Looking great! I'm gonna start on mine before long. I have spent weeks reading through all of the great builds here. Lots of great ideas to be gained here!


----------



## Jonboat2Bassboat (Aug 17, 2012)

OK, here is the second coat of marine primer. Came out MUCH better but switched to a cheap foam brush. In my opinion, the "China Bristle" brush from Wooster was a waste of money. After cleaning the brush in soap and water, the ends splayed out like a cowlick on a kids hair. After two strokes on the second coat of primer switched to the foam brush. As I said MUCH better. Still have a lot of air bubbles with the high density foam roller but the foam brush takes care of that.

Photos are of the second coat of primer. Photos may not show how much better the second coat was but believe me, it provided full coverage. There are a few "brush" marks from the foam brush but for a bottom primer they are just fine. Will use this method when applying the two coats of bottom paint but will spray on the final coats of topside paint.


----------



## Jonboat2Bassboat (Aug 17, 2012)

Rock Crusher said:


> Looking great! I'm gonna start on mine before long. I have spent weeks reading through all of the great builds here. Lots of great ideas to be gained here!

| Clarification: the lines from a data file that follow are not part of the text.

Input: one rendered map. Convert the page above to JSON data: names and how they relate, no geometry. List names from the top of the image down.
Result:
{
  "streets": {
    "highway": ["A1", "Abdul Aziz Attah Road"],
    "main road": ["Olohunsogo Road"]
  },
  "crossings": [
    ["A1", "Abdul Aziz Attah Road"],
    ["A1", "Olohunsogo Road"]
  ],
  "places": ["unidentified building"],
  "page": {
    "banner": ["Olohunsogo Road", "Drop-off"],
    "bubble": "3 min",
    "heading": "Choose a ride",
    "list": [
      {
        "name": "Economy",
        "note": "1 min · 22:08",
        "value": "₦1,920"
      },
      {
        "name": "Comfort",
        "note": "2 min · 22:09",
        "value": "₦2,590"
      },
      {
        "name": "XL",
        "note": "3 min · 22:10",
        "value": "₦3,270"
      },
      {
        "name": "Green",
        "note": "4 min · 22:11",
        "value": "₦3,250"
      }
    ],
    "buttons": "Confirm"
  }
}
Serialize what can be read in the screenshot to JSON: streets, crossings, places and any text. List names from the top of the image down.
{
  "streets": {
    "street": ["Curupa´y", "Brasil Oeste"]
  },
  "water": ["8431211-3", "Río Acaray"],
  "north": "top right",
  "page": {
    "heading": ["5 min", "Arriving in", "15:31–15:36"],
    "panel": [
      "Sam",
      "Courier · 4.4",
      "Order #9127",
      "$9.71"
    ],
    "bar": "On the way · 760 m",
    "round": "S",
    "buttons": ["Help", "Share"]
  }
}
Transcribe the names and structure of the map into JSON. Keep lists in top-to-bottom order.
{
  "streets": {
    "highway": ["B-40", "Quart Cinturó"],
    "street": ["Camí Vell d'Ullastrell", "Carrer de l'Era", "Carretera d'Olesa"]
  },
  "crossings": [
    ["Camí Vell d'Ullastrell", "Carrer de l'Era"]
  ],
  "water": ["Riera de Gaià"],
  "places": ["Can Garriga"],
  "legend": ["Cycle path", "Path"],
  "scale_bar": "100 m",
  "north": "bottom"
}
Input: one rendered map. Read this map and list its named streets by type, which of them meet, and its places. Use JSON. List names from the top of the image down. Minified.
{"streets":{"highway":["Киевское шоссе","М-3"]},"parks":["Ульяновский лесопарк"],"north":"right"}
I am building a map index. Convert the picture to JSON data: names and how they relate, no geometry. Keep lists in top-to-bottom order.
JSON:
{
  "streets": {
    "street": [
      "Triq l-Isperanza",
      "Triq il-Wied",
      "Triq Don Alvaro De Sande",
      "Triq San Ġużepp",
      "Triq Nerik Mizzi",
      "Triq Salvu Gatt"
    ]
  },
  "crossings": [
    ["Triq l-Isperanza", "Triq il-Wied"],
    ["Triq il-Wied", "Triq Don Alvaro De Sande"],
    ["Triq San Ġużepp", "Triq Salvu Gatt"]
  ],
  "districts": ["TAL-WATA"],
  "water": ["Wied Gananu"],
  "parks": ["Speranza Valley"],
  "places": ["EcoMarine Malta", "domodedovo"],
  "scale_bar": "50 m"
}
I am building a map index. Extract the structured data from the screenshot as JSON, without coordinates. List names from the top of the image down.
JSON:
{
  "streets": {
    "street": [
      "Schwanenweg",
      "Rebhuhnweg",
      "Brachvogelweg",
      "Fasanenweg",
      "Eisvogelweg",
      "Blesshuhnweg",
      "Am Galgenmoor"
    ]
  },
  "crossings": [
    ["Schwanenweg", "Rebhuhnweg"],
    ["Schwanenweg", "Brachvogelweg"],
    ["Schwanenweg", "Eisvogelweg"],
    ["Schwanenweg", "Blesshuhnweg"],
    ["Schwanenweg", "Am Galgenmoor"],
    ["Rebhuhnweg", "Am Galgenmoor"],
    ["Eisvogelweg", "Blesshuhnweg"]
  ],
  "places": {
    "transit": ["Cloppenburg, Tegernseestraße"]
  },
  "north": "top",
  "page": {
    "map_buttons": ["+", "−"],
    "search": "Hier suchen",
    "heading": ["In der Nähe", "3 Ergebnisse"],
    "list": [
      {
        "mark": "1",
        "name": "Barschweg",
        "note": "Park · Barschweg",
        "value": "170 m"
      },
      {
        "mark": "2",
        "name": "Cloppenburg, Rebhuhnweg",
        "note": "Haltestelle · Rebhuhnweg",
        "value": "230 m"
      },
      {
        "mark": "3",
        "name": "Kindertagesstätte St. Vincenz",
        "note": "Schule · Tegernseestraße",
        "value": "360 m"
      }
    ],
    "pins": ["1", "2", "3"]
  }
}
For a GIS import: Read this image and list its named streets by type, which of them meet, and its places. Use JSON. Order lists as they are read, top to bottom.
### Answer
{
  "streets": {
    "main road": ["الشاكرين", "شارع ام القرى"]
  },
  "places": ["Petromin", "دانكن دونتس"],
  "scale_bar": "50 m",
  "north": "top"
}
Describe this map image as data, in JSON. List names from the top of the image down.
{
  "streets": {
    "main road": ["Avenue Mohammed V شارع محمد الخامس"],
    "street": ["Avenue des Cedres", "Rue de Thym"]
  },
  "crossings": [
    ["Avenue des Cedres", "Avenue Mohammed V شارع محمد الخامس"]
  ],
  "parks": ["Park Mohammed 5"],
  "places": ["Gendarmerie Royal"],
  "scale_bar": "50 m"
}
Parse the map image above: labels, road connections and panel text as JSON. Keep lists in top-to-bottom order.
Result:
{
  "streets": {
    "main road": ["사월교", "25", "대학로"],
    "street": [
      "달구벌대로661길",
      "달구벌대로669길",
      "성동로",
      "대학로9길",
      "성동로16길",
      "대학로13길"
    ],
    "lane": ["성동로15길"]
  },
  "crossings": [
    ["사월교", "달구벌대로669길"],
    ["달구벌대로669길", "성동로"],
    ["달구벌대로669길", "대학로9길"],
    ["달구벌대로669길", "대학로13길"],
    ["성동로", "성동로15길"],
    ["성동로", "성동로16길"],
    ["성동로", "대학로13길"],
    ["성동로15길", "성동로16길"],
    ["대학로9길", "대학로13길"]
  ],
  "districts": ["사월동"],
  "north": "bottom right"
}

Just want to add two comments for when you start your project, start early and be aware that most guys who convert Jon boats to Bass boats do not have their boats in the water 5-6 months in the year. I do so had to go with a bottom paint and primer system. Used Aquagard 190 Marine primer for below the waterline and Aquagard Alumi-Koat Anti-Fouling Bottom Paint, applied with a roller and a brush.

If your boat will only be in the water 4-6 hours, 4 times a month, say every Saturday, you SHOULD be OK with Rust-Oleum on the bottom. I am using X-O Rust Oil Enamel for a top cote. Most guys use this or Rust-Oleum and am told it works fine. Only time will tell.

Good luck with your project. There is a lot of good advice here.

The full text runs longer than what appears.